Collected data entries
+++
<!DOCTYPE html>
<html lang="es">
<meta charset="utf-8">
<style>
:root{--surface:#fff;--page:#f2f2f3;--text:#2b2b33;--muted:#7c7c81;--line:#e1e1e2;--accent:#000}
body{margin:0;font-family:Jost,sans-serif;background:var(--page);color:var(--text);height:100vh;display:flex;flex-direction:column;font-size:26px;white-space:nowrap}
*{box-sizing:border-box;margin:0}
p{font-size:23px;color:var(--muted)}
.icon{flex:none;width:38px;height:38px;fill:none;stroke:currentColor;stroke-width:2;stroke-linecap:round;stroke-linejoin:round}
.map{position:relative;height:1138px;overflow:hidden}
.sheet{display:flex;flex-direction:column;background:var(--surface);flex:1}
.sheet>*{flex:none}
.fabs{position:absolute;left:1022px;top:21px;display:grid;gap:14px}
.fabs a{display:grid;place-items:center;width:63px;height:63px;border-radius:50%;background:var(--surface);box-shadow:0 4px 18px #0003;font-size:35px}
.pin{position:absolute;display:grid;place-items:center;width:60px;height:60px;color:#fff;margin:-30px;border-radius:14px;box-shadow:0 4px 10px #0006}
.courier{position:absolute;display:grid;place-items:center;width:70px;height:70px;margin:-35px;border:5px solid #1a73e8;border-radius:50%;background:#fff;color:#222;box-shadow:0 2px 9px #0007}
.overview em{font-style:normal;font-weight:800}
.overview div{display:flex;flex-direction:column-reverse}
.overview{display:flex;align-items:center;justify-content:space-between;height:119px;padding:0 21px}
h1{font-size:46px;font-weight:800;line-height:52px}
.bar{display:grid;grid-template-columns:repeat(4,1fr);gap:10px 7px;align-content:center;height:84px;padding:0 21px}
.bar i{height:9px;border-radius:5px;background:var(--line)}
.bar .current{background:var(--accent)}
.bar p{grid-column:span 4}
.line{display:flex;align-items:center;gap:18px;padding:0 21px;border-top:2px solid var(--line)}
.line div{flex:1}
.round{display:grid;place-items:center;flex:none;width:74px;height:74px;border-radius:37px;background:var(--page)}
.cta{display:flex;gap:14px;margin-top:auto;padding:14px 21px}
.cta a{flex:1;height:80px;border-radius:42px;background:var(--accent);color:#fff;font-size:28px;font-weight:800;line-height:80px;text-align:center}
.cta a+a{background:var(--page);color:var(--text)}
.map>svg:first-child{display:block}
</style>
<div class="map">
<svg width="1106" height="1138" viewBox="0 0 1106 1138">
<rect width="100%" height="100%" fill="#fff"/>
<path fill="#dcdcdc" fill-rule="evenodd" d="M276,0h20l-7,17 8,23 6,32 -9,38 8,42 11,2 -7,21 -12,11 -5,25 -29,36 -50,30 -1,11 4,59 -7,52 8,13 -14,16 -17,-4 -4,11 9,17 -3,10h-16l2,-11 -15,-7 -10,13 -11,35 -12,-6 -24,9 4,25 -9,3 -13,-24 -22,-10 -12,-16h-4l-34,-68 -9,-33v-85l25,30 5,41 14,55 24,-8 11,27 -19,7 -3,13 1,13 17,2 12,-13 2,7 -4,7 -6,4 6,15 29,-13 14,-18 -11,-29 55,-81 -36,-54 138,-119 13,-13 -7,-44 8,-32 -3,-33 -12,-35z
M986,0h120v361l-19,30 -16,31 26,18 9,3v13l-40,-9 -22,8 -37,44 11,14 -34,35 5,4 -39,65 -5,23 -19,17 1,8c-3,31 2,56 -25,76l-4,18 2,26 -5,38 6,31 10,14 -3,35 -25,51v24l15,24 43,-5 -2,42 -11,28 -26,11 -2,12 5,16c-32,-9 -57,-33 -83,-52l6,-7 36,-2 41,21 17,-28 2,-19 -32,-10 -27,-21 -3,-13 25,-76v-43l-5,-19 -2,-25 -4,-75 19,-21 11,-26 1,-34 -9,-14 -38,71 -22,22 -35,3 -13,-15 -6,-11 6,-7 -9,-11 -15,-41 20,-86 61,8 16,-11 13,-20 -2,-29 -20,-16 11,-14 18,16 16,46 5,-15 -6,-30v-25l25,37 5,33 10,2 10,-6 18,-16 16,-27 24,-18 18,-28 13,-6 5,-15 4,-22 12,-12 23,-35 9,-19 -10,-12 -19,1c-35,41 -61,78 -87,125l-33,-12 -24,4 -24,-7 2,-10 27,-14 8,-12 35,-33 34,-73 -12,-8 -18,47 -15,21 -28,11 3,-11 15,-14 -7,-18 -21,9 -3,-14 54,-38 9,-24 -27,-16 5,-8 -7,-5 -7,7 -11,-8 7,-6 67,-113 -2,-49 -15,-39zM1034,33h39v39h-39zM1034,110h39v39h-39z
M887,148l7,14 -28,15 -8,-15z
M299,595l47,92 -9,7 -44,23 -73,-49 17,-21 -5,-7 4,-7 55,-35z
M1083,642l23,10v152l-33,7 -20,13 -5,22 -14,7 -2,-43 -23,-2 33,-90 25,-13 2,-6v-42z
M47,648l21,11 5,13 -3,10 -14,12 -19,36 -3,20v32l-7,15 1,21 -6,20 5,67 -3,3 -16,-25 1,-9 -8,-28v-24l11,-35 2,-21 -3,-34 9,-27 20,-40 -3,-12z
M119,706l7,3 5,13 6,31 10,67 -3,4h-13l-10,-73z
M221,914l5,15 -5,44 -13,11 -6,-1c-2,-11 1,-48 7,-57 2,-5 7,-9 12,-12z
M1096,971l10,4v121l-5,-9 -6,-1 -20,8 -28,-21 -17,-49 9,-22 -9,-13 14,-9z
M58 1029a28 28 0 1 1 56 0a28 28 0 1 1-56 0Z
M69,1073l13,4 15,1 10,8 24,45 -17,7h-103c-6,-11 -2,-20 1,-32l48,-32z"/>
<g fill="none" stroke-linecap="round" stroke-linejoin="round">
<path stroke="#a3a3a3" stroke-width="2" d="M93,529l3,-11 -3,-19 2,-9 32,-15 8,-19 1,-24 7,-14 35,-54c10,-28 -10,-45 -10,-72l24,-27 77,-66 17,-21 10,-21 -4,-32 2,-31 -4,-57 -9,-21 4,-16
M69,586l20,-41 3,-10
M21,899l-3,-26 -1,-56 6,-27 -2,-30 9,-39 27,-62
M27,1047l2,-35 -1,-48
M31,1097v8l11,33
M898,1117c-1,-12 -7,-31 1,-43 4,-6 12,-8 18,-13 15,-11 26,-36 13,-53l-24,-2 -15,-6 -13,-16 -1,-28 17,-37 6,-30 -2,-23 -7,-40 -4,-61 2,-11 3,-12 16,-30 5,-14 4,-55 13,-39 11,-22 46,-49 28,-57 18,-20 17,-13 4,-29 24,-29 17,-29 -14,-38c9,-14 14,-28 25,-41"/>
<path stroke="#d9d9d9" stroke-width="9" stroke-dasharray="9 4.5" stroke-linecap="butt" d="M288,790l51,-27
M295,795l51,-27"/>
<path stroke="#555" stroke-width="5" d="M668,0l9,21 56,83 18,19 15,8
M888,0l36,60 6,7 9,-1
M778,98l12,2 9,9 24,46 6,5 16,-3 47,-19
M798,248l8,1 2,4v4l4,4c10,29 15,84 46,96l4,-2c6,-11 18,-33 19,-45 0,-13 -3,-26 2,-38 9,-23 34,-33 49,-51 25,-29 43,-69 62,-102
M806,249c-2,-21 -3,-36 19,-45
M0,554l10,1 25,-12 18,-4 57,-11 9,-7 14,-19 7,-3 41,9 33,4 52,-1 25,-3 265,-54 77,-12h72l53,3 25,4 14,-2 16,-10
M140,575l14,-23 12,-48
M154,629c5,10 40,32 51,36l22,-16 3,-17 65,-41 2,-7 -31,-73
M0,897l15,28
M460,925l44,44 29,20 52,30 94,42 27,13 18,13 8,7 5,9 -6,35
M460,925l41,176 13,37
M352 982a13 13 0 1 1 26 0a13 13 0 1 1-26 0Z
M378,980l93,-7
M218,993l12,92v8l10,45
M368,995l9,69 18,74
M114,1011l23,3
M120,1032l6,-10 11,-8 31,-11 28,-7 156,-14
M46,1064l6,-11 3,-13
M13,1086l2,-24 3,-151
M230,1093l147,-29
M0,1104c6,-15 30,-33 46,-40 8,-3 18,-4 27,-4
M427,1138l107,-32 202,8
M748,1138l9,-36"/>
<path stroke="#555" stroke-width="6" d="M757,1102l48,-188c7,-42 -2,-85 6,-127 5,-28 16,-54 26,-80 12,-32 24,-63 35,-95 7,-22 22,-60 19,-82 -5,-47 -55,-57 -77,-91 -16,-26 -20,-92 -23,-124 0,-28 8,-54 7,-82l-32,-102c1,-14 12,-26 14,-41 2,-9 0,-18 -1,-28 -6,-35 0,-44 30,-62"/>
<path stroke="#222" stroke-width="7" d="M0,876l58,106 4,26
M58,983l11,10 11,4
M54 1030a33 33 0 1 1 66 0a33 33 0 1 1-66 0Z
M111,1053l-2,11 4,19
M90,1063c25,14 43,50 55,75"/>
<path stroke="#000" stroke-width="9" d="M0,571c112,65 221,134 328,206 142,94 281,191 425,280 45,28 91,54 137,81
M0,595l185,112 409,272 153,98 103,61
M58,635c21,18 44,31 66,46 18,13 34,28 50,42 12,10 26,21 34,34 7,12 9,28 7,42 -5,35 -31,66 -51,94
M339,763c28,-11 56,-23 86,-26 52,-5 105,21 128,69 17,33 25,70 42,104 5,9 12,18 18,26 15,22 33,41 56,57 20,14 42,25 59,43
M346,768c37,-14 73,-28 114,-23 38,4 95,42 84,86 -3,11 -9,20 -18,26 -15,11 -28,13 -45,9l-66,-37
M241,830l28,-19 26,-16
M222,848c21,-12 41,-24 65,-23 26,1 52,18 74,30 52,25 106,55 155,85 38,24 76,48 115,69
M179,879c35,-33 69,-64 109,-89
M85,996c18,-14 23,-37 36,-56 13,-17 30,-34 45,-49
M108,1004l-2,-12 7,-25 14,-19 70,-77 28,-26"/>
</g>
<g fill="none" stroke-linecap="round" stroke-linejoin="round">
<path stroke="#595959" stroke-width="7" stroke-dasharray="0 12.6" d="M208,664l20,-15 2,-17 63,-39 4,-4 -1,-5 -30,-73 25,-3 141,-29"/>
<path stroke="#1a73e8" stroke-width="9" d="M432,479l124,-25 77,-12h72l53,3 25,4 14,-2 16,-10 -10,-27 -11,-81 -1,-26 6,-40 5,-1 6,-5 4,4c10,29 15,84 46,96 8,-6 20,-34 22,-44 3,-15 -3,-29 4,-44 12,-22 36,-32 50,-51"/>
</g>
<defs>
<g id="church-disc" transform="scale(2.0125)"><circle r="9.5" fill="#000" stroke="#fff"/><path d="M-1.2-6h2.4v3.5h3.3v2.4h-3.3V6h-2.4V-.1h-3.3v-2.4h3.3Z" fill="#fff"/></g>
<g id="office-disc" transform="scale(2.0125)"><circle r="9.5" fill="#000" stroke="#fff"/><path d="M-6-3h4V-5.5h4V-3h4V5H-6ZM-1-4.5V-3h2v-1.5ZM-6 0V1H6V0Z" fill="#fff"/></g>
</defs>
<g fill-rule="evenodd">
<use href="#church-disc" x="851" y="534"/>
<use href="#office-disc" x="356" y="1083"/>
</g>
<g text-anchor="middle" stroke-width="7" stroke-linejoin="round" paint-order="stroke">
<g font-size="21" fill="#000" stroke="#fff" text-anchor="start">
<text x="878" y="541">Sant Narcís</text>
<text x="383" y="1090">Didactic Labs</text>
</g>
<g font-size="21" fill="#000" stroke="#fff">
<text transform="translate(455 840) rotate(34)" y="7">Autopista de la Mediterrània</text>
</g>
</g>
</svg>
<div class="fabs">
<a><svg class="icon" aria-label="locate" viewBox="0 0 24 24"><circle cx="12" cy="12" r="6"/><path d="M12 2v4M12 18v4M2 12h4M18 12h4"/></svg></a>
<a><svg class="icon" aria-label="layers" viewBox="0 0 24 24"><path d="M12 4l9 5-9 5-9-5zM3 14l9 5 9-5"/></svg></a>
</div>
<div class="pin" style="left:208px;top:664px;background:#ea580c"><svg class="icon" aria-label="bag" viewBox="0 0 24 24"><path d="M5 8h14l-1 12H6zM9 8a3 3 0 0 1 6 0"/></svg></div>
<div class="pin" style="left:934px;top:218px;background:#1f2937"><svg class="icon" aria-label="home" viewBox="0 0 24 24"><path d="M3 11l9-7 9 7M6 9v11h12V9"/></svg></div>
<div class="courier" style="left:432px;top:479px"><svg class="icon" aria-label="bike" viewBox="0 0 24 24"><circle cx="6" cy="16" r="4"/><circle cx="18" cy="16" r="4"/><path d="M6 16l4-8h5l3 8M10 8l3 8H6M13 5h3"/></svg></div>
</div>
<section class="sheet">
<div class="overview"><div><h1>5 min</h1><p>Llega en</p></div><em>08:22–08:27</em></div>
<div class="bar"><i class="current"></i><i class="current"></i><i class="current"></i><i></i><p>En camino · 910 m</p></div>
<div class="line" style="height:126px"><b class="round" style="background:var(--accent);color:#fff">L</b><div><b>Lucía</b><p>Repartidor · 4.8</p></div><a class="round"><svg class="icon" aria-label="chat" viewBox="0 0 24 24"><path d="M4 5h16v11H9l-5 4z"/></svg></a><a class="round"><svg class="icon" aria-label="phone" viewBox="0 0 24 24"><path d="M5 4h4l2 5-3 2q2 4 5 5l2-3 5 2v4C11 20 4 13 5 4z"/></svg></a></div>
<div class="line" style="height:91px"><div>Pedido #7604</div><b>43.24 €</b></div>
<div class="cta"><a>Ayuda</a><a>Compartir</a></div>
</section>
+++
Provide the number of lines in the entries above on which the string "absolute" is found, and no other text.

3